Accelerating the next wave of innovation
A major pillar of Actelion’s Clinical Development strategy is to maximize the life cycle value of Tracleer® (bosentan) by investigating new medical indications and label extensions. Tracleer® is the only orally available dual receptor antagonist of endothelin, a potent vasoconstrictor that plays a major role in a number of diseases for which there is no adequate treatment. Actelion has pioneered the use of Tracleer® in pulmonary arterial hypertension (PAH), a life-threatening disease that severely compromises the functions of the heart and lungs. TRAX PMS, a post-marketing surveillance study of 5,000 patients in Europe, confirmed the long-term safety of Tracleer® and consolidated its position as the first-line, cornerstone therapy for PAH. Clinical Development efforts are strengthening Actelion’s leadership position in the enlarged indication of pulmonary hypertension while shifting the treatment paradigm to an earlier stage of the disease and anticipating an increasing trend toward combination therapies.
In December 2006, Actelion announced initial results from the double-blind, placebo-controlled, multicenter study EARLY for mildly symptomatic PAH patients (class II).

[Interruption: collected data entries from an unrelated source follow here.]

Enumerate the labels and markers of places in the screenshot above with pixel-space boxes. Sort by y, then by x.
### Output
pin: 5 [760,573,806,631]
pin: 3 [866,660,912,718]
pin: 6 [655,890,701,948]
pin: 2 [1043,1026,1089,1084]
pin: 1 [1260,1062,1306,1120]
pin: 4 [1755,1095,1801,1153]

Six months of treatment with Tracleer® showed a very significant reduction in pulmonary vascular resistance, a strong trend toward improved exercise capacity and a significant delay in the time to clinical worsening. Actelion has submitted this new data to regulatory authorities for a possible label extension of Tracleer® (currently approved for PAH class III and IV). This would represent a major improvement in patient care, as earlier treatment slows the progression of this debilitating disease.
The Phase III study FUTURE-1 evaluated the safety and pharmacokinetics of a special pediatric formulation of Tracleer® in children with PAH. In 2007, Actelion expects to approach regulatory authorities regarding its children’s formulation, documented by the positive safety data from this open label trial. In parallel there is an ongoing open-label trial, FUTURE-2, with results expected in mid-2007.

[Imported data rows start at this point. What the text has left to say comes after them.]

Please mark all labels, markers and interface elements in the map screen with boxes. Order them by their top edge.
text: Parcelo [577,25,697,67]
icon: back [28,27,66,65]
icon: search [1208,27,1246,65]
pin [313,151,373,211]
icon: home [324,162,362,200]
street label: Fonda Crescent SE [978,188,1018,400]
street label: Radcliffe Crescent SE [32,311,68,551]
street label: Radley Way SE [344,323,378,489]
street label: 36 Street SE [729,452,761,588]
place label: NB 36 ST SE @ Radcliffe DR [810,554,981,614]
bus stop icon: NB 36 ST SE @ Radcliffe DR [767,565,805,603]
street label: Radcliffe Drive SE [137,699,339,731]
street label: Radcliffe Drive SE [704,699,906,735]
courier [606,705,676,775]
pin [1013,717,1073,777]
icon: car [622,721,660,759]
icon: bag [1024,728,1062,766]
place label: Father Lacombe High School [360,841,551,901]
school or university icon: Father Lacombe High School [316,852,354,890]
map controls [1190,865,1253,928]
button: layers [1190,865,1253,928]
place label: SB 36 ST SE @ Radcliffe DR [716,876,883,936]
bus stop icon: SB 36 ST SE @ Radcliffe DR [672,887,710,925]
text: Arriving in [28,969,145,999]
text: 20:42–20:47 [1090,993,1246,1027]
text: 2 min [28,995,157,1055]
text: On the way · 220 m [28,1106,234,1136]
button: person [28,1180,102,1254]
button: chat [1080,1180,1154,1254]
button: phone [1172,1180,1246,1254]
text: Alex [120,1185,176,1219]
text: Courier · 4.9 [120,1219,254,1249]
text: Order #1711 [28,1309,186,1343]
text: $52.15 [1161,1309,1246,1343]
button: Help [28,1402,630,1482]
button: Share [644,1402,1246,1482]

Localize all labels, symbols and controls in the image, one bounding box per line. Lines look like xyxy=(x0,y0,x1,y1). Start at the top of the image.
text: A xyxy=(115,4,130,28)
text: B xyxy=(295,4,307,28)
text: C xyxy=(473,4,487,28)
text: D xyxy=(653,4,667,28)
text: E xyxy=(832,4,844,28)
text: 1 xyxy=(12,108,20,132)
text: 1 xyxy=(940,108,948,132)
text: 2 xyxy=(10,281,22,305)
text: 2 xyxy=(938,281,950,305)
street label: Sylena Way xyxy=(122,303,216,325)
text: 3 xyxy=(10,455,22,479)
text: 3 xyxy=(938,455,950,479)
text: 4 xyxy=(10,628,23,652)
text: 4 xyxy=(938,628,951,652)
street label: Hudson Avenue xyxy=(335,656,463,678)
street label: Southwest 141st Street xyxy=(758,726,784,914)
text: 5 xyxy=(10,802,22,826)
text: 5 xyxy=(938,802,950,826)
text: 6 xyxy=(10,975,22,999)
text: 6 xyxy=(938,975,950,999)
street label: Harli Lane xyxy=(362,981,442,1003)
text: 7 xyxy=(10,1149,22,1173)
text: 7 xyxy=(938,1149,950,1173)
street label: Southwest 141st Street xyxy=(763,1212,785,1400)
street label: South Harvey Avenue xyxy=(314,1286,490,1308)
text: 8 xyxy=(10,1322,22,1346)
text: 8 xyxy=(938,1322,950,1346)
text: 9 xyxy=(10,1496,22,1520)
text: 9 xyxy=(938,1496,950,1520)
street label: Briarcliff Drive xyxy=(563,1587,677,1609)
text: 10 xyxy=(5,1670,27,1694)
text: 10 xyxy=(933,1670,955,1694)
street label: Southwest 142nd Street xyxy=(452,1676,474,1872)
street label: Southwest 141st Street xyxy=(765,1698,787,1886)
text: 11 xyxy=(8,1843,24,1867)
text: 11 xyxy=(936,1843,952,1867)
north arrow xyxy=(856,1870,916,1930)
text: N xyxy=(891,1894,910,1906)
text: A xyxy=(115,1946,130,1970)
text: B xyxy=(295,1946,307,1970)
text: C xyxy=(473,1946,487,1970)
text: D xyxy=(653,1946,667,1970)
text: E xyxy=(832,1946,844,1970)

In 2006, the Tracleer® label was updated in numerous markets to reflect the results of the multi-center, randomized, double-blind, placebo-controlled study BREATHE-5. This study evaluated the use of Tracleer® in pulmonary arterial hypertension related to Eisenmenger’s syndrome, a severe congenital heart defect. The BREATHE-5 study showed that Tracleer® improved exercise capacity and decreased pulmonary vascular resistance in patients not amenable to any other therapy, including surgery.
Actelion’s Clinical Development team is also seeking to expand the benefits of Tracleer® to other patient populations. Two Phase III trials are currently being conducted with Tracleer® in PAH related to sickle cell disease, ASSET-1 and ASSET-2, with results expected early in 2008.
Initial results from TRUST, a prospective, open-label trial in PAH patients with connective tissue disease, showed a 92% survival rate at 48 weeks for patients on Tracleer® and a marked improvement in their quality of life. Clinical Development is collaborating with physicians on screening programs such as ItinérAIR in France and UNCOVER in the US to improve the chances of identifying and diagnosing PAH associated with these diseases.
Clinical trials on the safety and efficacy of combination therapies in PAH
Actelion is taking the lead in evaluating the combination of Tracleer® with other PAH agents, with current trends showing that as many as 50% of PAH patients are already treated with more than one therapy. The COMPASS-1 open-label study in patients with PAH has demonstrated that single-dose sildenafil on top of Tracleer® therapy results in significant improvements in pulmonary vascular resistance. The COMPASS-2 is a longer-term study with up to 600 patients to evaluate the combined safety and efficacy of Tracleer® and sildenafil compared to sildenafil and placebo.
After the acquisition of CoTherix, Actelion is also continuing the VISION program to evaluate the safety and efficacy of Ventavis® (inhaled iloprost) in addition to either sildenafil or the combination of sildenafil and Tracleer®. Efforts are also underway to improve the inhalation device as well as to evaluate different re-formulation efforts. Ventavis® is a synthetic compound that is structurally similar to prostacyclins – naturally occurring molecules that cause blood vessels to dilate. Ventavis® is indicated for the treatment of pulmonary arterial hypertension (WHO Group I) in patients with NYHA Class III or IV symptoms. In controlled trials, Ventavis® improved a composite endpoint consisting of exercise tolerance, symptoms and impact on clinical worsening.
In March 2007, Actelion announced the initial results from the first-ever placebo-controlled study BENEFiT evaluating Tracleer® in inoperable chronic thrombo-embolic pulmonary hypertension (CTEPH), caused by blockage of the main arteries leading from the heart to the lungs. The study met its primary objective of a significant reduction in pulmonary vascular resistance. There was also a significant reduction in breathlessness during exercise and a trend in favor of preventing clinical worsening, with a positive safety and tolerability profile. Actelion will discuss these findings with regulatory authorities worldwide.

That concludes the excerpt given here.